T8.環境・社会と調和した持続的な木質バイオマスのエネルギー利用
Sustainable use of woody biomass energy in harmony with the environment and society
略称:調和的木エネ利用
コーディネータ:横田康裕、森林総合研究所
鈴木保志、高知大学教育研究部
有賀一広、宇都宮大学農学部
佐藤政宗、森のエネルギー研究所
寺岡行雄、鹿児島大学農学部
久保山裕史、森林総合研究所
ポスター発表 無
趣旨(日本語または英語): 2012年7月に再生可能エネルギー固定価格買取制度(FIT制度)が施行されて以降、国内各地で木質バイオマス発電の導入が進むなど、近年、木質バイオマスのエネルギー利用が活発に展開されています。こうした取り組みには、林業の振興や持続可能な社会の構築への貢献が期待されています。2023年には、国内で生産された丸太の約3割(1,132万m3)がエネルギー用途に利用されるまでになっています。一方で、発電事業に限らず、木質バイオマスのエネルギー利用全般においては、事業の経済性の確保に加え、環境や社会との調和をいかに図るかが重要な課題となっています。近年は、ウッドショックによる木材需給の変動をはじめ、急速なインフレ、賃金上昇、労働力不足など、社会経済状況の変化が著しく、さらにはSDGs(持続可能な開発目標)への貢献やCSR(企業の社会的責任)の履行も、これまで以上に強く求められるようになっています。
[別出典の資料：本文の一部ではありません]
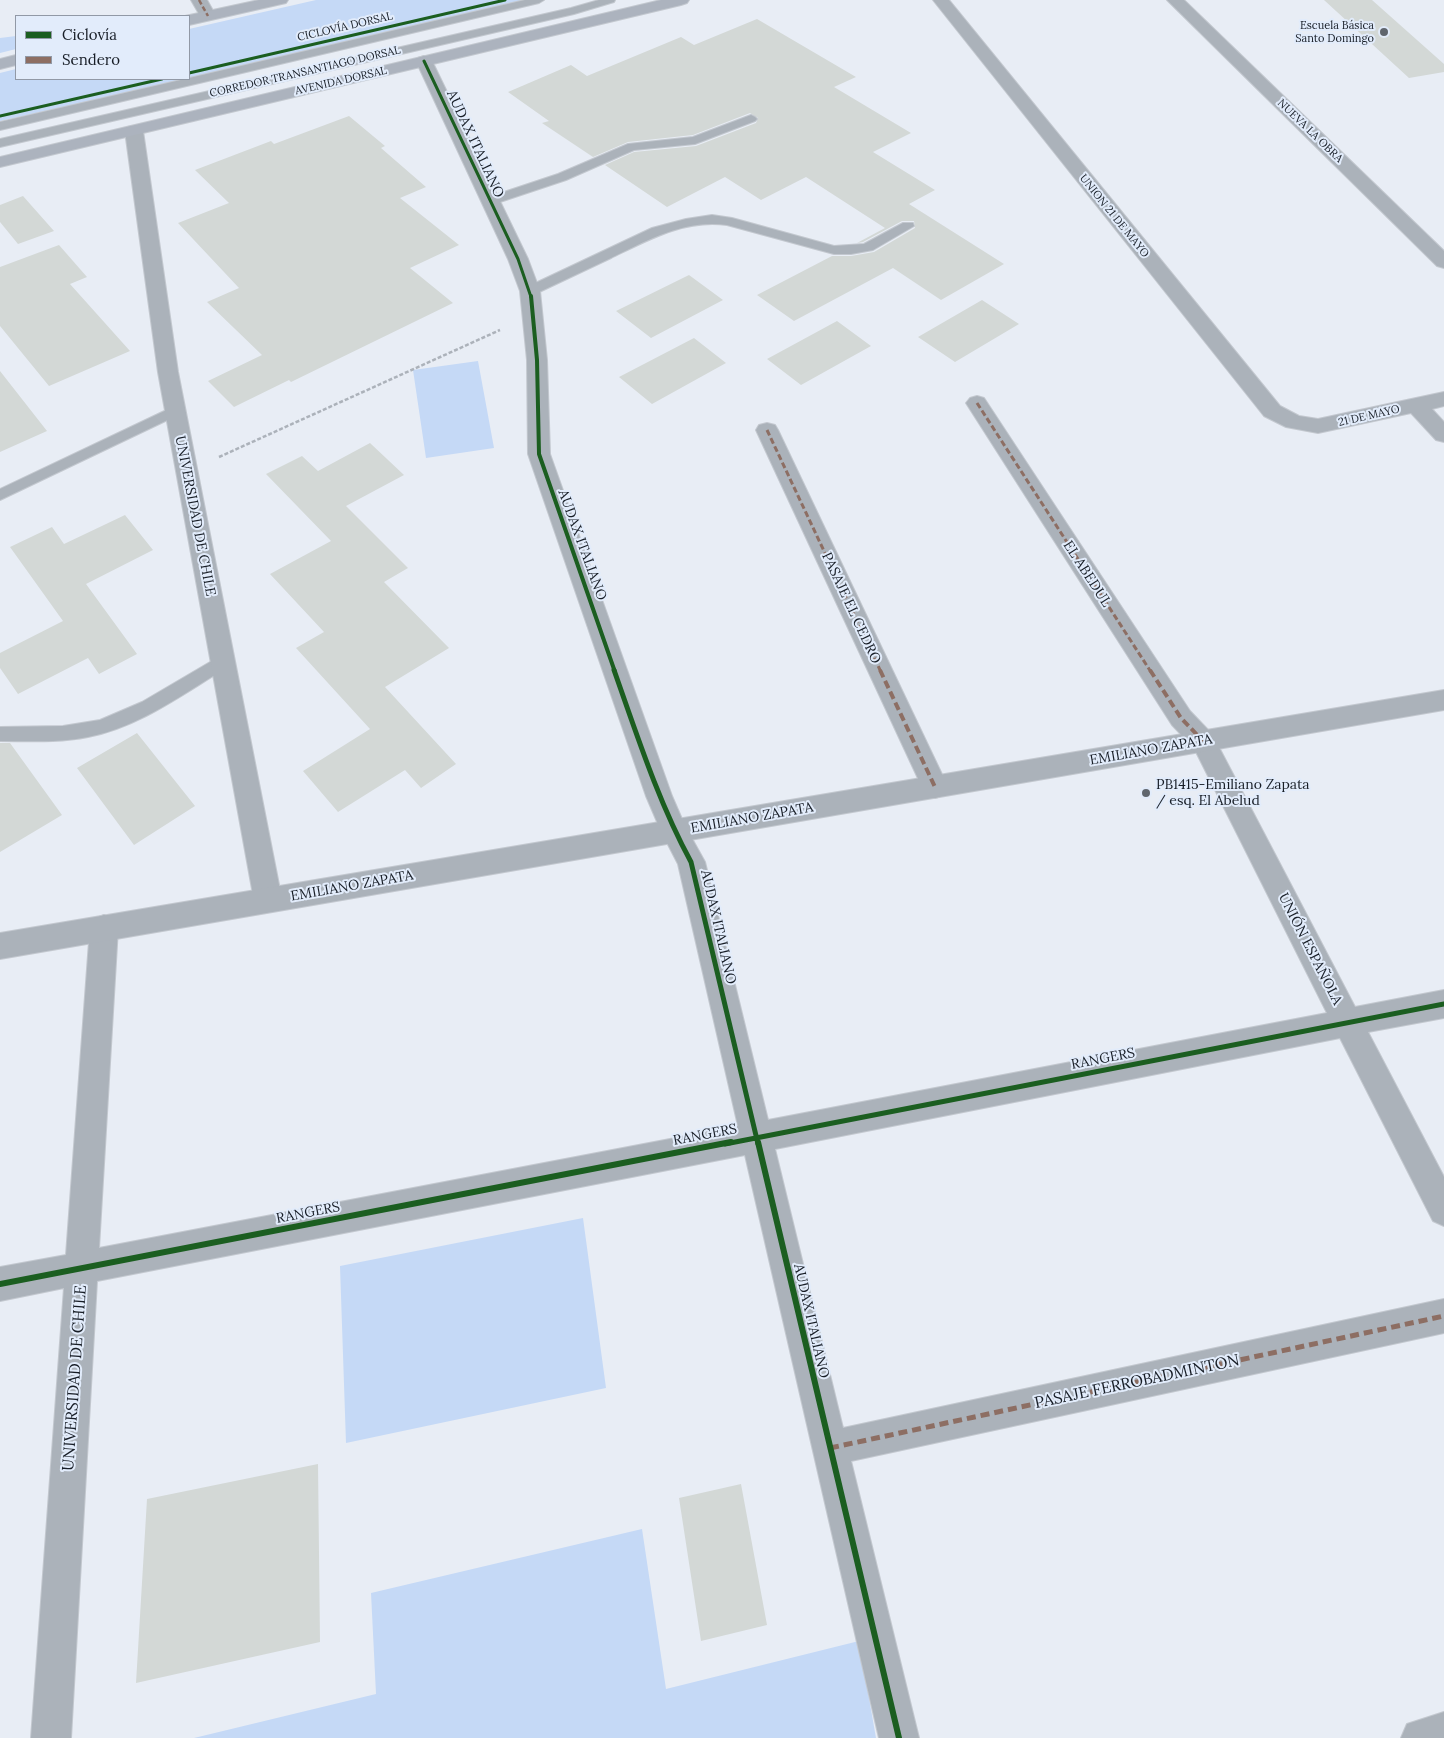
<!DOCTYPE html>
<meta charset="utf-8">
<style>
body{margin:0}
#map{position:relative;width:1444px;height:1738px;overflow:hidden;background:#e8edf5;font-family:Lora,serif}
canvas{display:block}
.legend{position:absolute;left:15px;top:15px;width:175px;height:65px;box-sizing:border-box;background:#e2ecfb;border:1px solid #9199a6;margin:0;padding:6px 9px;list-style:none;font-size:15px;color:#171d26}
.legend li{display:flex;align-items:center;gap:10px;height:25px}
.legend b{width:25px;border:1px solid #9199a6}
</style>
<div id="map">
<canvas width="1444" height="1738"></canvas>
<ul class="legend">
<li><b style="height:6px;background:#1b5e20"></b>Ciclovía</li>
<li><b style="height:6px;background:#8d6e63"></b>Sendero</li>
</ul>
</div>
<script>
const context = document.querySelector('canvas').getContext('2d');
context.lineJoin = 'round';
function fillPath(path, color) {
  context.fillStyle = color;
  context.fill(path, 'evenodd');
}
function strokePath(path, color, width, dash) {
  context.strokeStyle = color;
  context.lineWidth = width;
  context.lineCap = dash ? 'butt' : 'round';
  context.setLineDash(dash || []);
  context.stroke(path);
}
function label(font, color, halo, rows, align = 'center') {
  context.font = font + ' Lora,serif';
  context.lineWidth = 4;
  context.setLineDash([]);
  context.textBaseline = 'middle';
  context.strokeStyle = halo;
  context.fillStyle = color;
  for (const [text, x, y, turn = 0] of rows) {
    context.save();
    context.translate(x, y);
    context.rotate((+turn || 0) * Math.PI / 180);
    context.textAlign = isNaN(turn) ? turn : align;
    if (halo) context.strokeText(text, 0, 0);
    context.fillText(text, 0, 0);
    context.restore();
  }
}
const green = new Path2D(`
 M316,0H528L240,68L0,121V73L16,69V79H189V29Z
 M16,36V49L0,53V38Z
 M478,361L494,448L426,458L413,370Z
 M583,1218L606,1388L346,1443L340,1266Z
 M642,1529L666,1689L859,1641L876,1738H194L376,1694L371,1593Z`);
const building = new Path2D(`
 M1324,0H1372L1444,64V72L1409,78Z
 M757,19L856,77L834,87L911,133L873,152L935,190L909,204L1004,264L941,300L893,268L794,321L757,295L832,256H851L874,252L915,228L914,221H902L863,242L857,243L885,228L806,177L761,200L725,177L667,207L605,165L634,152L696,146L756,123L758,118L750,113L693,135L628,142L593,157L542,123L549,121L508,92L571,65L587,76L681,37L694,45Z
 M349,116L385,146L381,148L426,187L400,198L459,245L410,268L453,303L291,382L289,380L234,407L208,381L262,355L207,302L239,288L178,223L229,203L195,170L271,141L274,144Z
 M23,196L54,231L18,244L0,222V205Z
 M59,245L87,277L70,284L130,351L49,386L0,326V267Z
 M689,275L723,300L651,338L616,311Z
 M982,300L1019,324L955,362L918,337Z
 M837,321L871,346L801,385L767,359Z
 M694,338L726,363L652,404L619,377Z
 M0,371L47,431L0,452Z
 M370,443L404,475L346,506L408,568L384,582L449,648L385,687L456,764L421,788L405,770L338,812L303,771L370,729L296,648L324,632L270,574L331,541L266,474L302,456L318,471Z
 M125,515L153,550L86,584L137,654L99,674L88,658L18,694L0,668V653L63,621L10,547L52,527L64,544Z
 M137,733L195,806L134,845L77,768Z
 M0,743H10L62,815L0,852Z
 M318,1464L320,1642L136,1683L147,1499Z
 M741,1484L767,1625L701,1641L679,1498Z`);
const path = new Path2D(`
 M219,457L500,330`);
const service = new Path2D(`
 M525,0H544L539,3L0,130V122Z
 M599,0H615L614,2L574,14L0,147V139L571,8Z
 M751,115L755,117L757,119L755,121L695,144L634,150L566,180L494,204H486L484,201L486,198L558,174L628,144L693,137Z
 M712,215L732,218L834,246L864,244L903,223H913L914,226L873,250L851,254H834L727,225C685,219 648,240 611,258C586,270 560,282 535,294L530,295L523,291L525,288L652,228L686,219Z
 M175,406L180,408L182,411L180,414L0,500V489Z
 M222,655L228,657L230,662L228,667C184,693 140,727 88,737C59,743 29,741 0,741V727L63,726L100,720L142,702Z`);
const minor = new Path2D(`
 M191,0H207L216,16L214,19H202Z
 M933,0H949L1280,406L1299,416L1318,419L1444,392V406L1432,409L1444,422V442L1436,440L1411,413L1318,433L1286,427L1264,416Z
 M1167,0H1184L1444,251V268L1437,266Z
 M424,56L430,58L432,61L528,259L540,291L547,360L550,454L672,796L685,826L705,862L768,1120L1327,1013L1194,748L1172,725L966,403L970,398L977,396L984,398L1190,711L1212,734L1355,1007L1444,990V1018L1368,1032L1444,1177V1226L1433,1221L1340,1038L775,1149L843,1428L1444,1299V1333L851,1461L919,1738H879L745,1155L97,1281L71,1738H31L64,1288L0,1301V1267L66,1255L90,928L94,919L104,915L114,919L118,928L99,1248L738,1126L678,864L661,831L646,796L528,454L527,360L520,291L508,259L416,61L418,58Z
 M134,126L140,127L143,131L178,372L282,900L278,909L268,912L258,909L254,900L158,372L125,131L128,127Z
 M767,423L775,425L778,430L948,787L944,795L935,798L926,795L922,787L756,430L759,425Z
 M1444,1712V1738H1401L1407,1724Z`);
const tertiary = new Path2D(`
 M1444,690V710L0,959V933Z`);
const primary = new Path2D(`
 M259,0H288L286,3L189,25V16H185Z
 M661,0H689L687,3L681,5L0,167V157Z
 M16,55V65L0,69V59Z`);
const quietFar3 = new Path2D(`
 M199,0L208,16`);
const quietFar2 = new Path2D(`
 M977,403L1151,672
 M767,430L881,672`);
const quietFar1 = new Path2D(`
 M880,670L935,787
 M1150,670L1181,718L1203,741`);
const quiet = new Path2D(`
 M830,1448L1444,1316`);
const cyclewayFar3 = new Path2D(`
 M424,61L518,259L531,297
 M189,73L505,0
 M0,116L162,79`);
const cyclewayFar2 = new Path2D(`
 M531,296L537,360L539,454L615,672`);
const cyclewayFar1 = new Path2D(`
 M614,670C637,735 658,801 691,862L758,1144
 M725,1144L1444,1004`);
const cycleway = new Path2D(`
 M758,1142L899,1738
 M0,1284L731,1142`);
const markers = [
 [1384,32,5,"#60666e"],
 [1146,793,5,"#60666e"]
];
const farPoinames = [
 ["Escuela Básica",1374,26],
 ["Santo Domingo",1374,39]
];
const farStreetnames = [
 ["CICLOVÍA DORSAL",345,27,-13],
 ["CORREDOR TRANSANTIAGO DORSAL",305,72,-13],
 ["AVENIDA DORSAL",341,81,-13],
 ["NUEVA LA OBRA",1310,131,44],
 ["UNION 21 DE MAYO",1114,216,51],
 ["21 DE MAYO",1369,416,-13]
];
const streetNames = [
 ["AUDAX ITALIANO",475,144,65],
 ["UNIVERSIDAD DE CHILE",195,516,79],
 ["AUDAX ITALIANO",582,545,70],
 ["EL ABEDUL",1087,574,57],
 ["PASAJE EL CEDRO",851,608,65],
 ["EMILIANO ZAPATA",1151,750,-10],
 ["EMILIANO ZAPATA",752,818,-10],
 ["EMILIANO ZAPATA",352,886,-10],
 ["AUDAX ITALIANO",718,927,77],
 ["UNIÓN ESPAÑOLA",1310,949,63],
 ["RANGERS",1103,1059,-11],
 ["RANGERS",705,1135,-11],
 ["RANGERS",308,1213,-11],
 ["AUDAX ITALIANO",811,1321,77]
];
const poiNames = [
 ["PB1415-Emiliano Zapata",1156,785],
 ["/ esq. El Abelud",1156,801]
];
const nearStreetnames = [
 ["UNIVERSIDAD DE CHILE",75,1378,-86],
 ["PASAJE FERROBADMINTON",1137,1382,-12]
];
fillPath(green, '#c5d9f6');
fillPath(building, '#d3d8d6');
strokePath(service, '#c3c8cf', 2);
strokePath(minor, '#c3c8cf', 2);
strokePath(tertiary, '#c3c8cf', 2);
strokePath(primary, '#c3c8cf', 2);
strokePath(path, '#acb2ba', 2.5, [4, 2]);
fillPath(service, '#abb2ba');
fillPath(minor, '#abb2ba');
fillPath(tertiary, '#abb2ba');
fillPath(primary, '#acb3be');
strokePath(quietFar3, '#8d6e63', 2.5, [5, 2.5]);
strokePath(quietFar2, '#8d6e63', 3, [6, 3]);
strokePath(quietFar1, '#8d6e63', 4, [8, 4]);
strokePath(quiet, '#8d6e63', 5, [9, 5]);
strokePath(cyclewayFar3, '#1b5e20', 3);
strokePath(cyclewayFar2, '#1b5e20', 4);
strokePath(cyclewayFar1, '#1b5e20', 5);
strokePath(cycleway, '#1b5e20', 6);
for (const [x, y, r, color] of markers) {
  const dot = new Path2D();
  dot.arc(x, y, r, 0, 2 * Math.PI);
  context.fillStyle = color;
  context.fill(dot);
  strokePath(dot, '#e2ecfb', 2);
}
label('11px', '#171d26', '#e2ecfb', farPoinames, 'right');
label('11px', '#171d26', '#e2ecfb', farStreetnames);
label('14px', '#171d26', '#e2ecfb', streetNames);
label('14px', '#171d26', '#e2ecfb', poiNames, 'left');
label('16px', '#171d26', '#e2ecfb', nearStreetnames);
</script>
こうした現状を踏まえ、本公募セッションでは、今日における「環境・社会と調和した持続的な木質バイオマスのエネルギー利用の在り方」について多角的に議論し、理解を深めるとともに、今後の展望を参加者の皆様と共に考えること目的とします。これまでの森林学会では、発電事業に注目し、事業実施における最重要課題として燃料の低コスト・安定調達に関する議論を継続してきました。今回も、引き続き同課題を重要な論点として取り上げつつ、他の経済・環境・社会面の課題にも焦点を当てたいと考えています。例えば、経済面における燃焼灰処理、熱利用等による事業性改善等、環境面における森林資源の持続的利用の確保、生態系・生物多様性保全への配慮、ライフサイクルGHGの削減等、社会面における、木材のカスケード利用、地域社会への貢献等に関する報告を期待します。また、発電事業に限らず、熱利用や小規模分散型エネルギー利用など、木質バイオマスのエネルギー利用全般に関する報告も歓迎いたします。
多様な立場・視点からの報告を多数お寄せいただくとともに、学会当日には多くの方にご参加いただき、活発な議論が交わされることを期待しております。なお、今回は、上記の趣旨に沿い、未利用木材等の国産燃料を主に使用する事業を対象とします。